Se por um lado há críticas à forma de atuação do poder público na contenção do vazamento, por outro lado também pesa a falta de explicações sobre as investigações. Estudos técnicos da Petrobras indicam que o petróleo tem origem venezuelana, e o governo sustenta a tese de que o material teria chegado à costa após vazamento de um navio fantasma, provavelmente numa operação de transbordo do material numa operação chamada de ship to ship (de navio para navio). No Recife, o comandante de operações navais da Marinha apenas garantiu que a investigação do vazamento está ocorrendo e uma consultoria especializada em vazamentos de petróleo, a inglesa ITOPF, está atuando em conjunto com o Ibama.

“Essa história de navio fantasma todo mundo sabe que existe, mas a única pessoa que tem dados para falar é a Marinha. Se a gente tivesse uma frota da Marinha maior, com mais navios-patrulha e mais efetivo, evidentemente teria-se uma vigilância maior, muito possivelmente conseguindo detectar navios que não estão com seu equipamento ligado (fantasma). O problema é que hoje a frota da Marinha é reduzida, porque há muitos anos não se investe na renovação”, pontua o vice-presidente do Sinaval, Sérgio Bacci.

Na ilegalidade ou na legalidade, a realização do ship to ship tem crescido. No primeiro caso, especialistas admitem que a movimentação se justifica pelas sanções econômicas impostas à Venezuela e ao regime de Nicolás Maduro. Lá, a produção petrolífera corresponde à 96% das receitas. No segundo, a busca das empresas por facilidade de logística e menor custo transferiu via ship to ship 77 milhões de barris de óleo em 2018 e, este ano, até setembro, já foram 69 milhões de barris segundo levantamento do jornal Estado de São Paulo.

“Isso acontece com certa naturalidade. Você extrai do poço o petróleo, vai para um navio grande e aí faz o transbordo para navios menores e leva o petróleo até a costa. Agora existem padrões de segurança para evitar que ocorra o vazamento para a água. Evidentemente, acidentes acontecem, mas rapidamente se consegue estancar vazamentos. Nesse caso do Nordeste, tem que ver em que nível foi essa operação, porque já se tem muito óleo. É muito esquisito”, acrescenta Bacci.

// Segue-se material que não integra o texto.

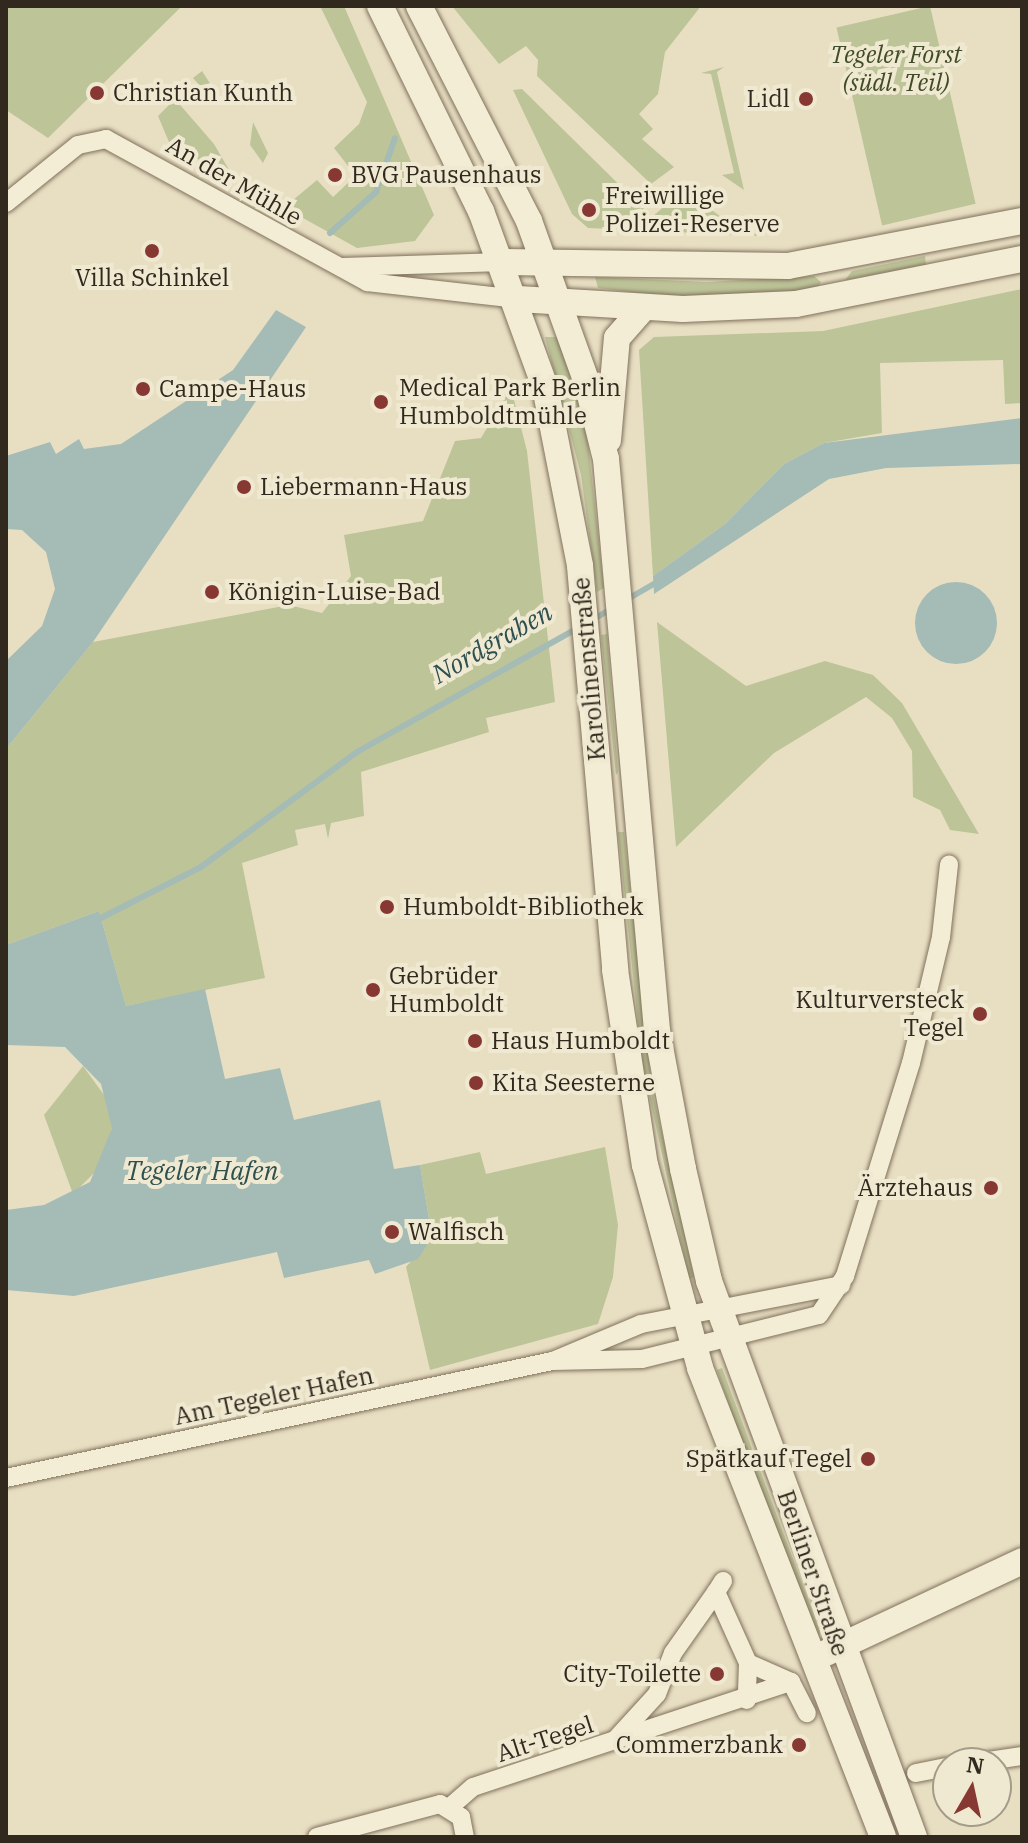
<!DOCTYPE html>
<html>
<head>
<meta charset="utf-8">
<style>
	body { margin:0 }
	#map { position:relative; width:1028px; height:1843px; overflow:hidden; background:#e8dfc3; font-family:"IBM Plex Serif",serif }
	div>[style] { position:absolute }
	.green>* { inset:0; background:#bdc498; transform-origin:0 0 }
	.water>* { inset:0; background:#a4bbb6 }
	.round { border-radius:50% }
	.stream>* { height:6px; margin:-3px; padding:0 3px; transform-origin:3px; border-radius:3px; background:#a4bbb6 }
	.roads { filter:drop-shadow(0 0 2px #80715c) drop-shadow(0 0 2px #80715c) }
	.street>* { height:18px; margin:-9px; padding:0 9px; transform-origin:9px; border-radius:9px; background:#f4edd5 }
	.secondary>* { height:26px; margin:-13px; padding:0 13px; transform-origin:13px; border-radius:13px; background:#f4edd5 }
	.dots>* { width:22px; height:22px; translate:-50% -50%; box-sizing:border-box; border:4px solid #f0e9d1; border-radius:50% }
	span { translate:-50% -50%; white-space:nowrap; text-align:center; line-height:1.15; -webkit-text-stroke:8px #f0e9d1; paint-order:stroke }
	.park-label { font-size:24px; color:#404c27; font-style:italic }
	.poi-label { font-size:24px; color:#32291e }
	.left { translate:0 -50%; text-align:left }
	.right { translate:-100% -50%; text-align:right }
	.street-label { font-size:24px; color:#32291e }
	.water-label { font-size:26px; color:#2f5050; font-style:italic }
	.frame { position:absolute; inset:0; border:8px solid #32291e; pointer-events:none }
	.north { position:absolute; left:932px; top:1747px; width:80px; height:80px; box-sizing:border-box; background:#f0e9d1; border:2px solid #a49c89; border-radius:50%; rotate:9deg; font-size:22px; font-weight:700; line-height:32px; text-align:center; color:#32291e }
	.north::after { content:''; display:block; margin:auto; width:28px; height:36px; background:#883833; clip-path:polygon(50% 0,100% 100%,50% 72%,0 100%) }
</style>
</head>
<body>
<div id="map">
	<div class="green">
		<i style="clip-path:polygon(6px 6px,182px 6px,48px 138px,6px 110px)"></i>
		<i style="clip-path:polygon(320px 6px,344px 6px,434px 215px,415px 241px,357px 248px,294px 213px,293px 200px,317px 180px,333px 197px,348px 183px,352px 171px,334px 148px,359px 124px,367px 102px)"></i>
		<i style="clip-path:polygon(452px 6px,701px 6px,665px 52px,658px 94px,639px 114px,653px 129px,642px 139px,674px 167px,651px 184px,537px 76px,538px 60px,526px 46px,499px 64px)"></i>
		<i style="left:930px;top:6px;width:203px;height:96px;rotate:77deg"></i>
		<i style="clip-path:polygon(724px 67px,717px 72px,744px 190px,722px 175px,734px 173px,711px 74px,701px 73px)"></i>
		<i style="clip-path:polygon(202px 71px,220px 99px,216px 104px,193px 78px)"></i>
		<i style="clip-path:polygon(522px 89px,652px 217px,684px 189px,737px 229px,762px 236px,588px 228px,572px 214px,513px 90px)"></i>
		<i style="clip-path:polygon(175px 99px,214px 144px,236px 182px,169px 142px,158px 116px)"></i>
		<i style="clip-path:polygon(253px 122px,268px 153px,263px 163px,250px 145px)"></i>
		<i style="clip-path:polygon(925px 256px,926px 265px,845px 280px,852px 271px)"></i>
		<i style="clip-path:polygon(814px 276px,821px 282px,816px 291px,671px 297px,598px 288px,595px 277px,707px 282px)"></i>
		<i style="clip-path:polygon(1022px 289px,1022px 403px,1005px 404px,1003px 360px,880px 363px,882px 433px,824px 443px,784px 464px,725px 524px,653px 576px,639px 350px,654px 337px,823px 331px)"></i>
		<i style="clip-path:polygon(545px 337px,561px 337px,586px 425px,604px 588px,597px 592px,581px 475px)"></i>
		<i style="clip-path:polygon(511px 388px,527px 451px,555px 702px,486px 718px,489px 732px,361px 772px,364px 816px,331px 823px,328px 839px,325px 824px,295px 830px,298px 845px,242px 863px,265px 978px,126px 1006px,99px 911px,6px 945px,6px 749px,93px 642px,289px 605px,322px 613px,351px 576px,344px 535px,423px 521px,455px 441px,481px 438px)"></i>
		<i style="clip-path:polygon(657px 622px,746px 686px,825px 661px,873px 675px,902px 703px,979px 834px,950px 830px,940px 810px,913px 797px,912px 751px,892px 718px,866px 697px,774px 753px,676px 847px)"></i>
		<i style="clip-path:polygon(607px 634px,618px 772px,616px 775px,601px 635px)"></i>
		<i style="clip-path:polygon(618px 832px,624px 832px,652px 1089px,694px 1277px,689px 1279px,642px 1062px)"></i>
		<i style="clip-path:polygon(83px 1066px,112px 1106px,112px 1128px,99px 1168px,73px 1194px,44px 1115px)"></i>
		<i style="clip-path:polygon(605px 1147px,618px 1225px,613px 1277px,598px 1324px,430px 1370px,406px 1267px,432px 1237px,420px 1165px,480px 1152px,486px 1174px)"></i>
		<i style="clip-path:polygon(722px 1368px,820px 1631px,819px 1637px,735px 1423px,717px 1370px)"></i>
	</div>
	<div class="water">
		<i style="clip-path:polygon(276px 310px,306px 327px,93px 642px,6px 749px,6px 661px,42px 626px,55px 589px,46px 552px,22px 530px,6px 529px,6px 456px,50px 442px,56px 454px,79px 439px,84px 449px,121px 444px,233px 370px)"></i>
		<i style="clip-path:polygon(1022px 418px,1022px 464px,886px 468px,829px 479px,654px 594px,653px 576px,725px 524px,784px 464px,824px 443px)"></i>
		<i class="round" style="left:915px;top:582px;width:82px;height:82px"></i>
		<i style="clip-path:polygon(99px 911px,126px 1006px,205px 989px,225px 1079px,280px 1068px,294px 1120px,380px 1100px,394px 1169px,420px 1165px,432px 1237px,418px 1259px,375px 1274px,369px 1260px,284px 1278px,277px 1252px,74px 1296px,6px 1290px,6px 1210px,44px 1205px,90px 1182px,112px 1128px,101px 1084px,65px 1047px,6px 1045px,6px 945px)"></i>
	</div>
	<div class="stream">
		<i style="left:330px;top:233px;width:62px;rotate:-41.7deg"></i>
		<i style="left:376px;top:192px;width:57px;rotate:-70.6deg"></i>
		<i style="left:626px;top:600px;width:32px;rotate:-30deg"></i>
		<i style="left:592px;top:620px;width:24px;rotate:-30deg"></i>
		<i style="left:97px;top:920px;width:117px;rotate:-27deg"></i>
		<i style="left:201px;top:867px;width:194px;rotate:-36.4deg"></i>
		<i style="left:357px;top:752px;width:253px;rotate:-29.3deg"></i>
	</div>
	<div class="roads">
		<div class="street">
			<i style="left:6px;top:203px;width:92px;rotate:-38.9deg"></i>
			<i style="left:78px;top:145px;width:29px;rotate:-12deg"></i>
			<i style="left:106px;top:139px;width:298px;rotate:28.7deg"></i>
			<i style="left:367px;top:282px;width:152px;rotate:6.4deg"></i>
			<i style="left:343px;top:267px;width:160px;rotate:-1.8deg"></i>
			<i style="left:555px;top:1360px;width:93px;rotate:-22.7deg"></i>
			<i style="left:641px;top:1324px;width:204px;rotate:-11deg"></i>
			<i style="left:6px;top:1478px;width:558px;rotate:-12.09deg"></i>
			<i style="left:552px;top:1361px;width:90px;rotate:-1.3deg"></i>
			<i style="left:642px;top:1359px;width:182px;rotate:-14deg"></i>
			<i style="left:819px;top:1315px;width:47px;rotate:-56.3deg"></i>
			<i style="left:845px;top:1276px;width:223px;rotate:-72.8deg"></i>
			<i style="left:911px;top:1063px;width:130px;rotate:-76.6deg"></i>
			<i style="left:941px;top:937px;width:73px;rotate:-83.7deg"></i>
			<i style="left:723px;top:1581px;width:13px;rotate:122deg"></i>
			<i style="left:716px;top:1592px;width:78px;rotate:65.7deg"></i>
			<i style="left:748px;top:1663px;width:37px;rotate:92deg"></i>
			<i style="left:748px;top:1663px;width:47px;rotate:23.8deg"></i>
			<i style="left:791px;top:1682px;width:35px;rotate:63deg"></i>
			<i style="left:615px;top:1740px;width:62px;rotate:-47.6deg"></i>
			<i style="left:657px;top:1694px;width:44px;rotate:-68.7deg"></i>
			<i style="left:673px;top:1653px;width:75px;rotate:-54.8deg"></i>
			<i style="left:975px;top:1763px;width:48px;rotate:-8.5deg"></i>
			<i style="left:916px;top:1773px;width:33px;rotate:-11deg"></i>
			<i style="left:450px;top:1807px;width:30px;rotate:-41deg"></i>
			<i style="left:473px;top:1787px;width:335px;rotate:-18.3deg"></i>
			<i style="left:317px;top:1837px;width:127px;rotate:-15deg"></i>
			<i style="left:440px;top:1804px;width:25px;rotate:32deg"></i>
			<i style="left:461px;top:1817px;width:20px;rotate:79deg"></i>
		</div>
		<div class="secondary">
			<i style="left:380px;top:6px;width:229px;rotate:63.8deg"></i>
			<i style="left:481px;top:211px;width:187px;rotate:70deg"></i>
			<i style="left:545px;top:387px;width:182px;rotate:78.9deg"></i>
			<i style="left:580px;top:566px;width:406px;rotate:85deg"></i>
			<i style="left:615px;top:970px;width:197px;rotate:81.3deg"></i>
			<i style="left:645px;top:1165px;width:210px;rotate:74.8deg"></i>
			<i style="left:700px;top:1368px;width:503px;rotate:68.68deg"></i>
			<i style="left:419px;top:6px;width:242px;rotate:62.9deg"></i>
			<i style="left:529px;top:221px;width:172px;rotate:70.3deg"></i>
			<i style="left:587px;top:383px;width:78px;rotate:76deg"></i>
			<i style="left:606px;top:459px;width:574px;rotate:84.9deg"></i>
			<i style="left:657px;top:1031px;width:140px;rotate:79.3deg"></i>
			<i style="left:683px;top:1169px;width:115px;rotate:76.9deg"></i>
			<i style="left:709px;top:1281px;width:593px;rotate:69.76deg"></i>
			<i style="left:503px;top:262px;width:285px;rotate:0.8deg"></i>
			<i style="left:788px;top:266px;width:238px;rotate:-10.9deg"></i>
			<i style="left:518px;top:299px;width:165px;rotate:3.5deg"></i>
			<i style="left:683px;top:309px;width:113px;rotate:-2.5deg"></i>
			<i style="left:796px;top:304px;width:230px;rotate:-11.3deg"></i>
			<i style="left:608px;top:440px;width:102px;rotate:-85deg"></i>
			<i style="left:617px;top:338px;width:41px;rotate:-48.9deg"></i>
			<i style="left:826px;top:1653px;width:217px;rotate:-25.1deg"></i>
		</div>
	</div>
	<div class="dots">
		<i style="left:97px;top:93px;background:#883833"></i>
		<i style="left:806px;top:99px;background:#883833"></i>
		<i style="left:335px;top:175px;background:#883833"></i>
		<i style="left:589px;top:210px;background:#883833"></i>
		<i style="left:152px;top:251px;background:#883833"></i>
		<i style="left:143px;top:389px;background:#883833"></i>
		<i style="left:381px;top:402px;background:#883833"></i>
		<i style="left:244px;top:487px;background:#883833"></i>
		<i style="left:212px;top:592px;background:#883833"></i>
		<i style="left:387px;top:907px;background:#883833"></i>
		<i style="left:373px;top:990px;background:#883833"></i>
		<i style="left:980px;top:1014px;background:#883833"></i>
		<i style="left:475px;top:1041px;background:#883833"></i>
		<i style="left:476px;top:1083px;background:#883833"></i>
		<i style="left:991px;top:1188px;background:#883833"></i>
		<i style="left:392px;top:1232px;background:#883833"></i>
		<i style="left:868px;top:1459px;background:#883833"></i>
		<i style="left:717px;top:1674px;background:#883833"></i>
		<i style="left:799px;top:1745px;background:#883833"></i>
	</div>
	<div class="park-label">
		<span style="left:896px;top:69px">Tegeler Forst<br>(südl. Teil)</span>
	</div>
	<div class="poi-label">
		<span class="left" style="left:113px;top:93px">Christian Kunth</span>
		<span class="right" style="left:790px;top:99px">Lidl</span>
		<span class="left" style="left:351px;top:175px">BVG Pausenhaus</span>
		<span class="left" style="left:605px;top:210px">Freiwillige<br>Polizei-Reserve</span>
		<span style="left:152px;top:278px">Villa Schinkel</span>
		<span class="left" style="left:399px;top:402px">Medical Park Berlin<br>Humboldtmühle</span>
		<span class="left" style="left:159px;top:389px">Campe-Haus</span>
		<span class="left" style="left:260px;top:487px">Liebermann-Haus</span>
		<span class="left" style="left:228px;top:592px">Königin-Luise-Bad</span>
		<span class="left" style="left:403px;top:907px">Humboldt-Bibliothek</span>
		<span class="left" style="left:389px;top:990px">Gebrüder<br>Humboldt</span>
		<span class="right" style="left:964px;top:1014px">Kulturversteck<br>Tegel</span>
		<span class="left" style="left:491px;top:1041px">Haus Humboldt</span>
		<span class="left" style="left:492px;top:1083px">Kita Seesterne</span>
		<span class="right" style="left:973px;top:1188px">Ärztehaus</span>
		<span class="left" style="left:408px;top:1232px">Walfisch</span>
		<span class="right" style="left:852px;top:1459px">Spätkauf Tegel</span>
		<span class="right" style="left:701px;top:1674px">City-Toilette</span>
		<span class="right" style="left:783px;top:1745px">Commerzbank</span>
	</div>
	<div class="street-label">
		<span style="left:234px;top:181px;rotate:30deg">An der Mühle</span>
		<span style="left:589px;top:669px;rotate:-95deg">Karolinenstraße</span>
		<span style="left:274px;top:1396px;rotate:-12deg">Am Tegeler Hafen</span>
		<span style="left:813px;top:1573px;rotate:71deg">Berliner Straße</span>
		<span style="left:545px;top:1739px;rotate:-18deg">Alt-Tegel</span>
	</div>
	<div class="water-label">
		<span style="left:492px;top:643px;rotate:-30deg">Nordgraben</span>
		<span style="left:202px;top:1171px">Tegeler Hafen</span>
	</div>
	<div class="frame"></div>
	<div class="north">N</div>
</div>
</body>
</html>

Responsável pela liberação das empresas para realização do ship to ship, o Ibama não respondeu aos questionamentos do Jornal do Commercio até o fechamento desta edição. O mesmo ocorreu com o Ministério do Meio Ambiente e a Marinha, ao serem questionados, respectivamente, sobre as ações de contenção e investigação do derramamento de óleo e fiscalização de navios fantasmas na costa brasileira.